:: Assigned task ::
Beginning with the line that mentions "Instruction: Convert the", reproduce every line through the last line of the entries, exactly, and only those.
-- Opening Marker --
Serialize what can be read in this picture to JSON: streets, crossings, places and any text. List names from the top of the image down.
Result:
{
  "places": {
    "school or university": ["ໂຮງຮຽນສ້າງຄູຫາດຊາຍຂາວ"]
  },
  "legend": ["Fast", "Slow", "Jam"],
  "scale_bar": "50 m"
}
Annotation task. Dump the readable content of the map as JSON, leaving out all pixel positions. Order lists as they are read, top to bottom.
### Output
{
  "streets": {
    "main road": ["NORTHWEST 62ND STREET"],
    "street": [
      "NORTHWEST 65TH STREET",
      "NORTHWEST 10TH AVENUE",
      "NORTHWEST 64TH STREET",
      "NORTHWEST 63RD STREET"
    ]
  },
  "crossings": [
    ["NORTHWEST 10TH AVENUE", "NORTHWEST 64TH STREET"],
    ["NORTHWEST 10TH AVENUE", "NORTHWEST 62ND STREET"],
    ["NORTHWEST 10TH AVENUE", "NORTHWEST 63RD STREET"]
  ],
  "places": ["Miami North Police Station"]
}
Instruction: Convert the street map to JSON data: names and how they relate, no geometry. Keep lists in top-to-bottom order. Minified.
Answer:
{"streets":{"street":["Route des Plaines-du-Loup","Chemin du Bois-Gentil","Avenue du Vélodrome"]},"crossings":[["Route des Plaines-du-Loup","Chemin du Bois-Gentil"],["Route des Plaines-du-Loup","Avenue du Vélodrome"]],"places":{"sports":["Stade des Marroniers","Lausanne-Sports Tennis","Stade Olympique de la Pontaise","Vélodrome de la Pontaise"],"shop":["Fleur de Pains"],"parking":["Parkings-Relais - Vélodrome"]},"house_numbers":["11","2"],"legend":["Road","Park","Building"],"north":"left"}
-- Closing Marker --
:: Written reply ::
Instruction: Convert the street map to JSON data: names and how they relate, no geometry. Keep lists in top-to-bottom order. Minified.
Answer:
{"streets":{"street":["Route des Plaines-du-Loup","Chemin du Bois-Gentil","Avenue du Vélodrome"]},"crossings":[["Route des Plaines-du-Loup","Chemin du Bois-Gentil"],["Route des Plaines-du-Loup","Avenue du Vélodrome"]],"places":{"sports":["Stade des Marroniers","Lausanne-Sports Tennis","Stade Olympique de la Pontaise","Vélodrome de la Pontaise"],"shop":["Fleur de Pains"],"parking":["Parkings-Relais - Vélodrome"]},"house_numbers":["11","2"],"legend":["Road","Park","Building"],"north":"left"}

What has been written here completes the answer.